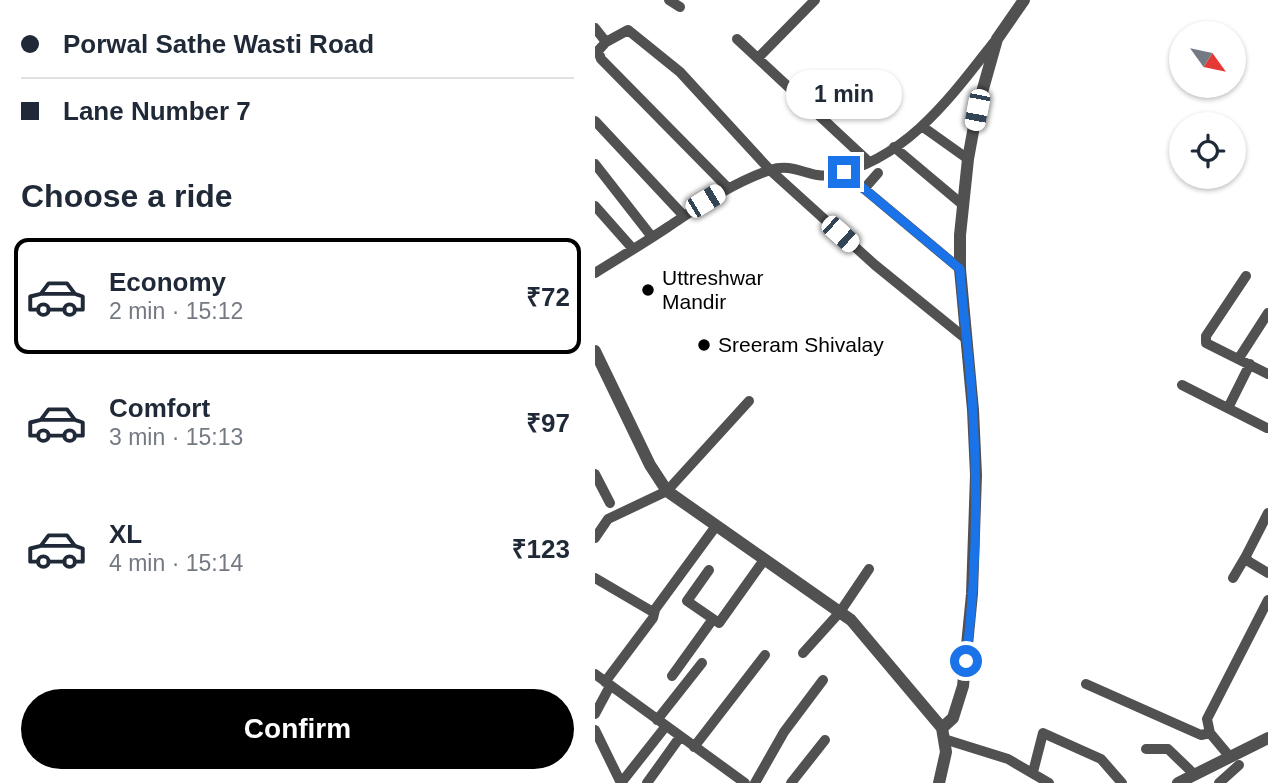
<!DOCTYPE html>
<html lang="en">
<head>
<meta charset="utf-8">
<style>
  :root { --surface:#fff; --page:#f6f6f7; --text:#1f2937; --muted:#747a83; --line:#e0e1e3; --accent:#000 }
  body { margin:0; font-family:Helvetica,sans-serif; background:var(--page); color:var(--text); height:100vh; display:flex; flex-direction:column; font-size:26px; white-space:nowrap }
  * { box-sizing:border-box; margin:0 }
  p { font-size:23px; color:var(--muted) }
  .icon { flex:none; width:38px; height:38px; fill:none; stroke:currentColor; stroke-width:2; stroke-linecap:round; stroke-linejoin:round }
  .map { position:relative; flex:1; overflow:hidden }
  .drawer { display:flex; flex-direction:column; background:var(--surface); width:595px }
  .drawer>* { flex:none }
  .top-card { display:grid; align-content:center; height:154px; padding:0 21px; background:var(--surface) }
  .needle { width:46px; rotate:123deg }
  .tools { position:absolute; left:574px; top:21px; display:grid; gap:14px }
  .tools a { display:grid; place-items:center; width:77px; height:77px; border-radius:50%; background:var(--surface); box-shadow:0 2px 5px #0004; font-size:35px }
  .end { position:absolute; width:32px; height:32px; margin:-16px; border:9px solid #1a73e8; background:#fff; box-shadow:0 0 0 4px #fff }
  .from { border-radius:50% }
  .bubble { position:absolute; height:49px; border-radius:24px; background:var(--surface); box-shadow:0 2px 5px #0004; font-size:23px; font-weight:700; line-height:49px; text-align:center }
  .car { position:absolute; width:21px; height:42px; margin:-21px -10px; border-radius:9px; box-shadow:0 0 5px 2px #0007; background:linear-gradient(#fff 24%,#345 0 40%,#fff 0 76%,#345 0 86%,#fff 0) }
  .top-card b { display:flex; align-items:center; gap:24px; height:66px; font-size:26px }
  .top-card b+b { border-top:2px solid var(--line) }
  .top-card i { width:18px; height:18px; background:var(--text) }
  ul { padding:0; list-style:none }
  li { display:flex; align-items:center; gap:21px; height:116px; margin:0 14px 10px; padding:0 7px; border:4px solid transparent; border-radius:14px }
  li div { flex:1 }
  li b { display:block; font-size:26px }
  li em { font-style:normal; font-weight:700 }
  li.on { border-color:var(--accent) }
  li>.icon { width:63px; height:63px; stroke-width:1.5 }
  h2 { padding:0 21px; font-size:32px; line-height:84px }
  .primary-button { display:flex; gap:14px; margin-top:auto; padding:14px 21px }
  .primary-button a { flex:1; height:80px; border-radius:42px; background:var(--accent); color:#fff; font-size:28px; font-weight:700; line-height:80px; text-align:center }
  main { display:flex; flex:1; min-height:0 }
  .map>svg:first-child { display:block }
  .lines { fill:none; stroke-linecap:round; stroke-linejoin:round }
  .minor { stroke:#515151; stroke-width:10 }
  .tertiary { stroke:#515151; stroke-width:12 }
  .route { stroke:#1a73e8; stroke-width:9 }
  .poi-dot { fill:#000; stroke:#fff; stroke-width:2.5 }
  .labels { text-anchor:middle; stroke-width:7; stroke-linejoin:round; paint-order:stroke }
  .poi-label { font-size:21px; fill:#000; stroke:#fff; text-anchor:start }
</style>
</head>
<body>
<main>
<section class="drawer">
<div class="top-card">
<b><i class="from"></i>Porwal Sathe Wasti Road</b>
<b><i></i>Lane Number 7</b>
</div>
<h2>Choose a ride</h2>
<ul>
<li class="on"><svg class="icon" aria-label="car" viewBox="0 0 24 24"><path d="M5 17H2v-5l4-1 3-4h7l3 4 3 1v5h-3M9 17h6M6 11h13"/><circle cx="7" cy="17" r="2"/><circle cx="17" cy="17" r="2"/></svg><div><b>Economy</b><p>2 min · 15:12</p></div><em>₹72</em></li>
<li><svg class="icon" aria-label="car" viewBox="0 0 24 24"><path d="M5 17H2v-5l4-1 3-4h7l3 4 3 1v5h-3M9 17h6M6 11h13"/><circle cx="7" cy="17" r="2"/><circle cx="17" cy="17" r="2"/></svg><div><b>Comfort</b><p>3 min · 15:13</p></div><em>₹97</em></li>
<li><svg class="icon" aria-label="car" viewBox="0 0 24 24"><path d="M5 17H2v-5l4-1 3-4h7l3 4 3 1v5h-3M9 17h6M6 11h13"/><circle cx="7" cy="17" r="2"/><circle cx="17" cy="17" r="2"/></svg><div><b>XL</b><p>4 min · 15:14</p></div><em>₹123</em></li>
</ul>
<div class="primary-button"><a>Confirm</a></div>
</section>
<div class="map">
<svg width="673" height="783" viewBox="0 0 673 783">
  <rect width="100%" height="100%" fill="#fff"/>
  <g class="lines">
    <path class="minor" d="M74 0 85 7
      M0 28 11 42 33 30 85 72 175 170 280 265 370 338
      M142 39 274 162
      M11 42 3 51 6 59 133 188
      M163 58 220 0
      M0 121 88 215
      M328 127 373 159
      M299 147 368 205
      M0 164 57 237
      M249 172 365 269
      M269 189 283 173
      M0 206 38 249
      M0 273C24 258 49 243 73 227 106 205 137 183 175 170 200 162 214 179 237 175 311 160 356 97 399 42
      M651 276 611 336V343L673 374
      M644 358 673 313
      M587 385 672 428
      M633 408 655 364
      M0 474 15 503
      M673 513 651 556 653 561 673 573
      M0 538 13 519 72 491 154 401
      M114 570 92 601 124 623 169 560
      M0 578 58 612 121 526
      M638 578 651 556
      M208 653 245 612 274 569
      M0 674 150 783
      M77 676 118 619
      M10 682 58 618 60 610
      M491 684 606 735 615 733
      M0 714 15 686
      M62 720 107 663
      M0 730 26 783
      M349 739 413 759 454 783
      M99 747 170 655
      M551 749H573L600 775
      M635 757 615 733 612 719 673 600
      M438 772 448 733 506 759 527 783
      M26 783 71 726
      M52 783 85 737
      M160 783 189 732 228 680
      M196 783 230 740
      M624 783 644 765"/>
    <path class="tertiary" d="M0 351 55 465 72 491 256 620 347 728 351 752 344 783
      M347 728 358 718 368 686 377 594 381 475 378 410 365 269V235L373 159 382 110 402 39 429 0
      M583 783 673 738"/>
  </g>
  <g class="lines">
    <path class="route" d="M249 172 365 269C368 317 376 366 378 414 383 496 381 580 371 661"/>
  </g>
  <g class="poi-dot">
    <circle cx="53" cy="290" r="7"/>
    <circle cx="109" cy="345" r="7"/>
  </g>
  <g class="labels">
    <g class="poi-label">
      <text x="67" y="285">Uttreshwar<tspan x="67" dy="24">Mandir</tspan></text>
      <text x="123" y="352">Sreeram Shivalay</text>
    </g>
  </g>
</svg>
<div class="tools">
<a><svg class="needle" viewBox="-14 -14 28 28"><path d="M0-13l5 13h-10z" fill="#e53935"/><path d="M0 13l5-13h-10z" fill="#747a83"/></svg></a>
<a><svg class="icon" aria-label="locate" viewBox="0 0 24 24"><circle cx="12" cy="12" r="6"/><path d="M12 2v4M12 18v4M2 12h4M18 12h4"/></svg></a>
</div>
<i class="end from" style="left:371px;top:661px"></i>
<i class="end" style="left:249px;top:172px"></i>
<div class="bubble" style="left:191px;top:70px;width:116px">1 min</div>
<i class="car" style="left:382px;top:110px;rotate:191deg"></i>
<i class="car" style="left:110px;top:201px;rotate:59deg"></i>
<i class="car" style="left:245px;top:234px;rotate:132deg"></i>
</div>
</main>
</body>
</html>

◆ WORK INSTRUCTION: Would you set down exactly the lines from the line with "2v4M12 18v4M2 12h4M18" through the last one in the material?

◆ WORKED SOLUTION:
<a><svg class="icon" aria-label="locate" viewBox="0 0 24 24"><circle cx="12" cy="12" r="6"/><path d="M12 2v4M12 18v4M2 12h4M18 12h4"/></svg></a>
</div>
<i class="end from" style="left:371px;top:661px"></i>
<i class="end" style="left:249px;top:172px"></i>
<div class="bubble" style="left:191px;top:70px;width:116px">1 min</div>
<i class="car" style="left:382px;top:110px;rotate:191deg"></i>
<i class="car" style="left:110px;top:201px;rotate:59deg"></i>
<i class="car" style="left:245px;top:234px;rotate:132deg"></i>
</div>
</main>
</body>
</html>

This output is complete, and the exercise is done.